KETAPANGNEWS.COM – Usai meresmikan SMPN 7 Kecamatan Simpang Hulu, pada hari Senin (20/2). Bupati Martin Rantan SH beserta jajaran SKPD melanjutkan kunjungan kerja di Kecamatan Simpang Dua, tepatnya di Desa Gema, Bupati kembali meresmikan SMPN 3 Kecamatan Simpang Dua.
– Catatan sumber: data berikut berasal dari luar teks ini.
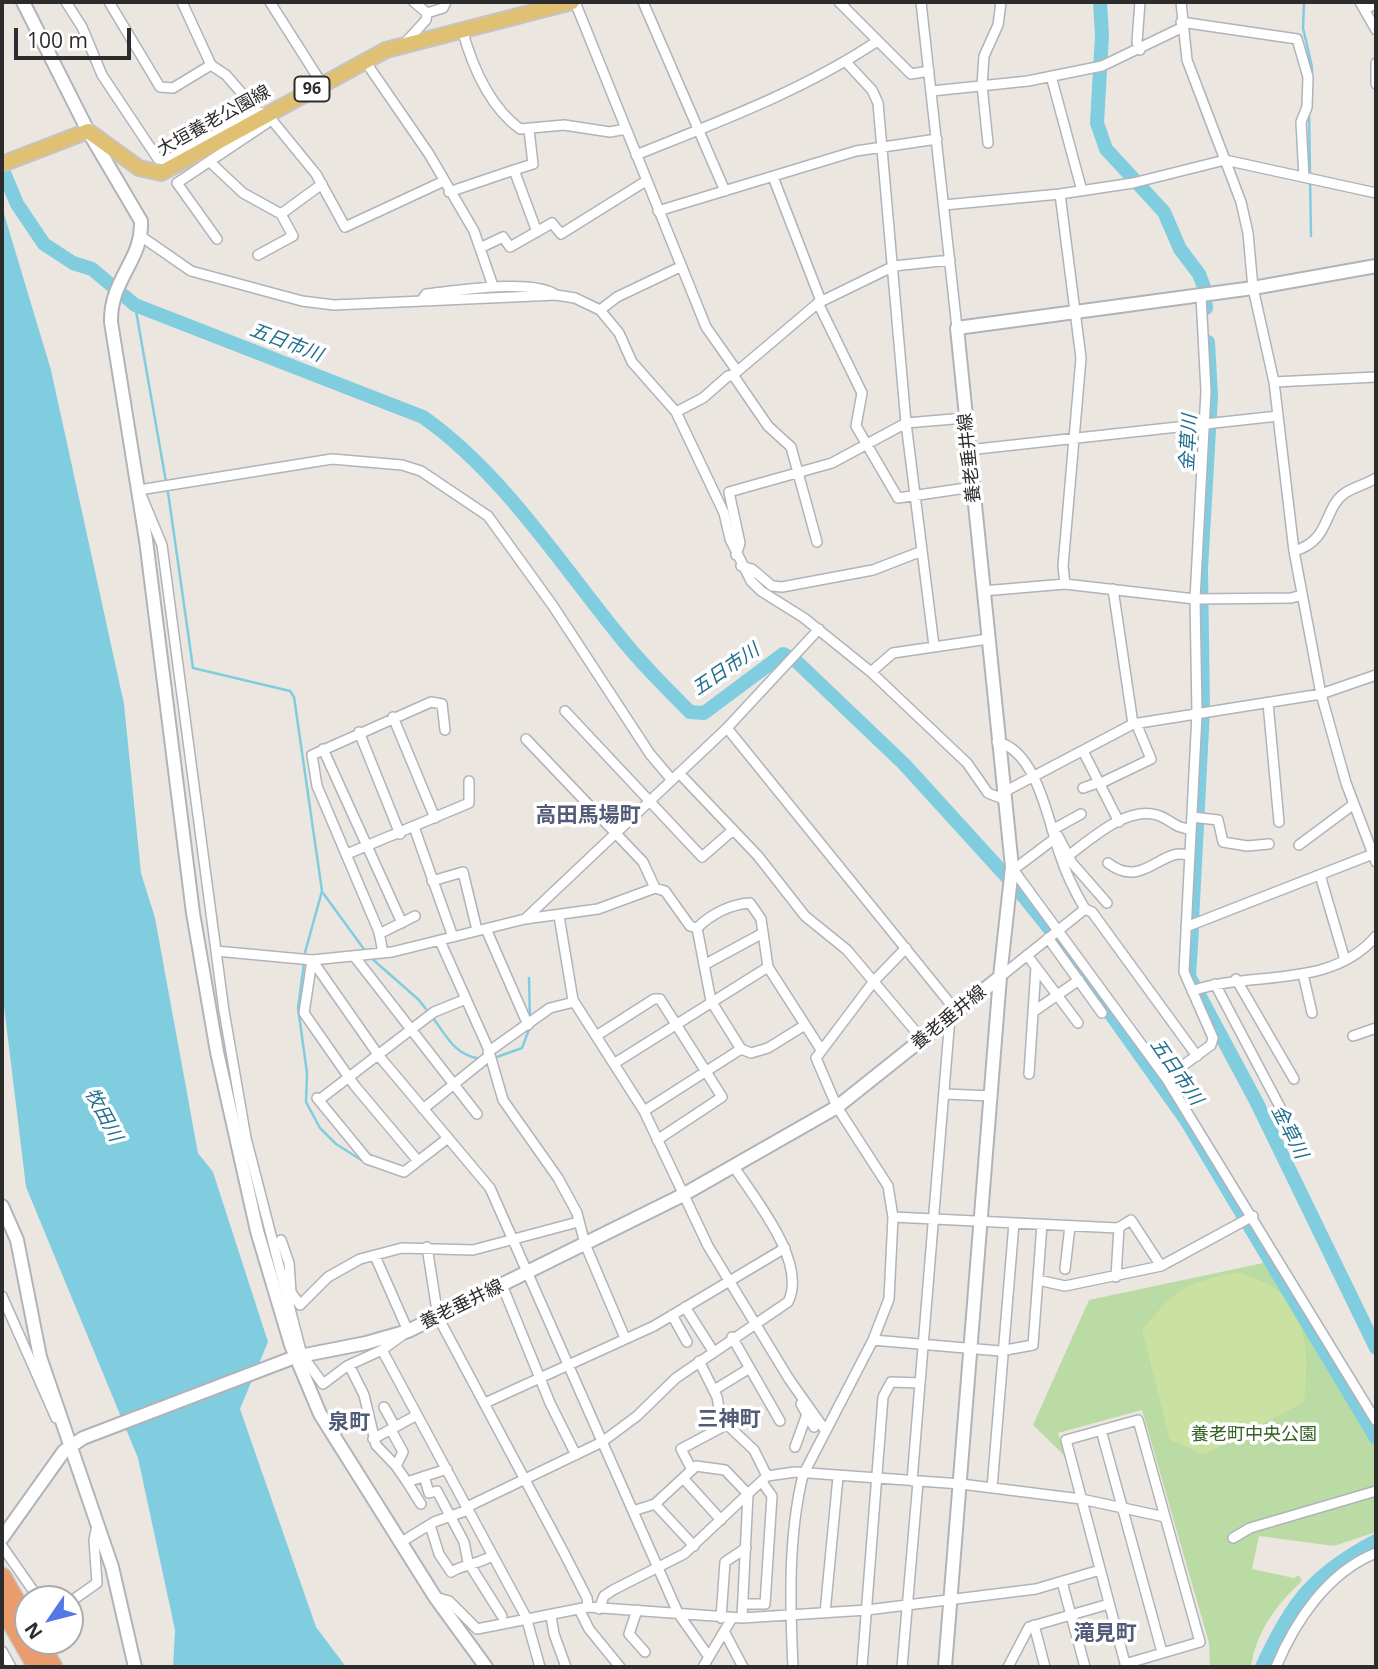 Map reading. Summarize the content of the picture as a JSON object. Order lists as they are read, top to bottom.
{
  "streets": {
    "main road": ["96", "大垣養老公園線"],
    "street": ["養老垂井線"]
  },
  "districts": [
    "高田馬場町",
    "三神町",
    "泉町",
    "滝見町"
  ],
  "water": ["五日市川", "金草川", "牧田川"],
  "parks": ["養老町中央公園"],
  "scale_bar": "100 m",
  "north": "bottom left"
} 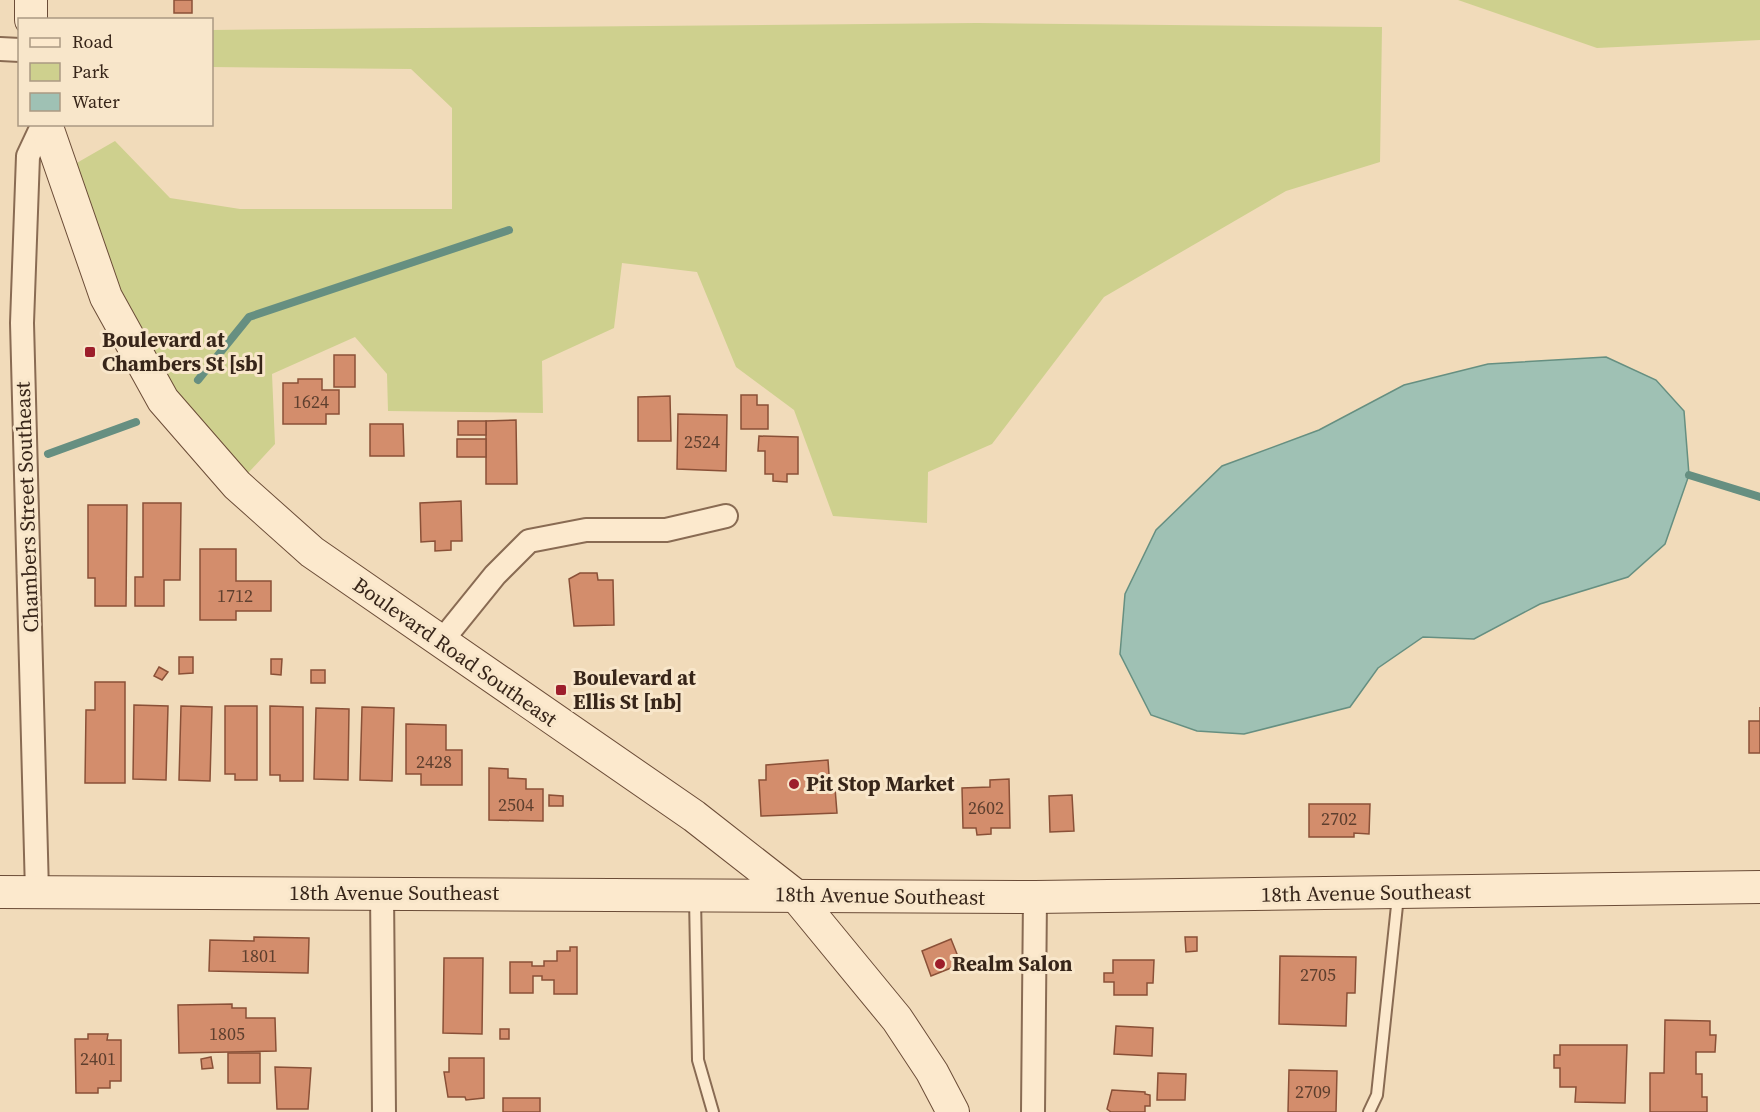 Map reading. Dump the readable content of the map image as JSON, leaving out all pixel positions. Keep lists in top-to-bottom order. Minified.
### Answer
{"streets":{"street":["Chambers Street Southeast","Boulevard Road Southeast","18th Avenue Southeast"]},"crossings":[["Chambers Street Southeast","18th Avenue Southeast"],["Boulevard Road Southeast","18th Avenue Southeast"]],"places":{"transit":["Boulevard at Chambers St [sb]","Boulevard at Ellis St [nb]"],"other":["Pit Stop Market","Realm Salon"]},"house_numbers":["1624","2524","1712","2428","2504","2602","2702","1801","2705","1805","2401","2709"],"legend":["Road","Park","Water"]}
Kedatangan Bupati Martin Rantan SH beserta rombongan disambut warga setempat dengan acara adat berupa adat tepung tawar, diringi musik tradisional senggayung. Bupati diarak menuju gedung SMPN 3 Desa Gema, sebelum memasuki gedung sekolah tersebut Bupati memotong tali yang terbuat dari kulit kayu kepuak, kemudian menarik tali tirai penutup papan nama SMPN 3 Kecamatan Simpang Dua.
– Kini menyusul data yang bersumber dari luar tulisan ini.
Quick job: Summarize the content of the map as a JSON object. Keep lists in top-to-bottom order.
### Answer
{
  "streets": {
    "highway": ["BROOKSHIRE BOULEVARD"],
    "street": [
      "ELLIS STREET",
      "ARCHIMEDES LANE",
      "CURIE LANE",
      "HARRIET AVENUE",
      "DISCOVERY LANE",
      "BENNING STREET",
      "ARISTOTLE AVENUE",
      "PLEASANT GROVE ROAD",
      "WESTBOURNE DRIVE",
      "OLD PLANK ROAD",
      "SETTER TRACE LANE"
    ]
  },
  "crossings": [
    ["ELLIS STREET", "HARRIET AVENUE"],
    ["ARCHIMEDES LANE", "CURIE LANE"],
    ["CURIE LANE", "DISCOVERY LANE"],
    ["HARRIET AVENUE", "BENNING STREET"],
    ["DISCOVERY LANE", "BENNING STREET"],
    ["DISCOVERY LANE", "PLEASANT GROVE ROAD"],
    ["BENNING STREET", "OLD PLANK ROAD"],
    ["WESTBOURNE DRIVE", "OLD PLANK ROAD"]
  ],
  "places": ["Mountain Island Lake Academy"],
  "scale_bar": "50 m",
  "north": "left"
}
Bupati Martin Rantan dalam sambutannya mengucapkan terima kasih kepada masyarakat desa Gema walaupun gedung belum diresmikan tetapi sudah dipelihara dengan baik halaman sudah tertata rapi, sehingga lingkungan hidup disekitar sekolahan menjadi semakin asri.
Menurut Bupati di Kecamatan Simpang Dua ini masih banyak potensi-potensi alam yang belum tereksplorasi degan baik misalnya ada air terjun yang dapat dijadikan obyek wisata.
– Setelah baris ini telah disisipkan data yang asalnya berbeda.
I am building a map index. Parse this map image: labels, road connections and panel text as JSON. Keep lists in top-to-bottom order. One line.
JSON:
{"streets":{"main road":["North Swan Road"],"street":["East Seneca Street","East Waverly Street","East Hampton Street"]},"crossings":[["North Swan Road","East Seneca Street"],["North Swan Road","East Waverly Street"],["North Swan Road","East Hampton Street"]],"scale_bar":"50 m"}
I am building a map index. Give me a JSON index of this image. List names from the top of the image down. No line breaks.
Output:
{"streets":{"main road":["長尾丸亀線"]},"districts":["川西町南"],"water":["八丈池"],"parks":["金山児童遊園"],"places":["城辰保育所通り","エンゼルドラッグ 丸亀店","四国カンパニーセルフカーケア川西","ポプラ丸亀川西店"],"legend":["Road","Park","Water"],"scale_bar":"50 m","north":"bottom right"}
Pemerintah Daerah disampaikan Bupati sedang melakukan kegiatan secara intensif,dengan melakukan gerakan untuk meningkatkan pelayanan dasar kepada masyarakat seperti bidang pendidikan dan kesehatan masyarakat.
“Kita mencoba untuk memberikan pelayanan terbaik dan terdekat kepada masyarakat dan juga meningkatkan proses kualitas belajar-mengajar disekolahan, “ kata Dia.

Dibidang kesehatan Pemerintah mencoba mengoptimalisasikan kebutuhan dasar masyarakat, karena masih banyak di desa-desa yang belum ada Pustu yang belum ada Polindes.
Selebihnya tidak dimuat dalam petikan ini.